- AIM OF THE EXERCISE: Below are the records; copy each line in them that holds the word "district".
START DATA RECORDS
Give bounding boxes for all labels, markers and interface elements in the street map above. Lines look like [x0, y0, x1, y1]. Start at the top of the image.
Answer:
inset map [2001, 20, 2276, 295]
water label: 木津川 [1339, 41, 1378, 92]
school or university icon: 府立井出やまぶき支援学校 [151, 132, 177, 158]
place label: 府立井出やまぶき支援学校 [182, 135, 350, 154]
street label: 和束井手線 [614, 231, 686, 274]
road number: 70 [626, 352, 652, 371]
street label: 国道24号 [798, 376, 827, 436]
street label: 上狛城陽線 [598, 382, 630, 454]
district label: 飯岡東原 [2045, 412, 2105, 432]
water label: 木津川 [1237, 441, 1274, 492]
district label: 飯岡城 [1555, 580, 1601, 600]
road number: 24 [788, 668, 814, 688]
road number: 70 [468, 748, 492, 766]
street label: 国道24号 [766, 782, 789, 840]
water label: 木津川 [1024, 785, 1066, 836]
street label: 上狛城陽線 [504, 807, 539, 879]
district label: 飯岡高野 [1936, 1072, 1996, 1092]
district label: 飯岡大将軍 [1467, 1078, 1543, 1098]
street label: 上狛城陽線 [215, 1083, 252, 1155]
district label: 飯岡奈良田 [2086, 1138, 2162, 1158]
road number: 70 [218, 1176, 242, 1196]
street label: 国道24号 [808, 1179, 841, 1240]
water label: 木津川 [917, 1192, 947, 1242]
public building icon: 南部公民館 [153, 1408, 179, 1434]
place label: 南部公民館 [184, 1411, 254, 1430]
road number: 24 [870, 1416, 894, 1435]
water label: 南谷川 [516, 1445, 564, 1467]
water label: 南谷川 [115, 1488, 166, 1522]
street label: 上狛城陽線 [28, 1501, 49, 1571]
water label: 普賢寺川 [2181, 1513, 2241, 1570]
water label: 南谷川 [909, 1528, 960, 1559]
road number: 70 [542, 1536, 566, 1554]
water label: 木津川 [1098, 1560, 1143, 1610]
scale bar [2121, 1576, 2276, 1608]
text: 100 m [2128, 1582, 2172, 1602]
END DATA RECORDS
- WRITTEN SOLUTION:
district label: 飯岡東原 [2045, 412, 2105, 432]
district label: 飯岡城 [1555, 580, 1601, 600]
district label: 飯岡高野 [1936, 1072, 1996, 1092]
district label: 飯岡大将軍 [1467, 1078, 1543, 1098]
district label: 飯岡奈良田 [2086, 1138, 2162, 1158]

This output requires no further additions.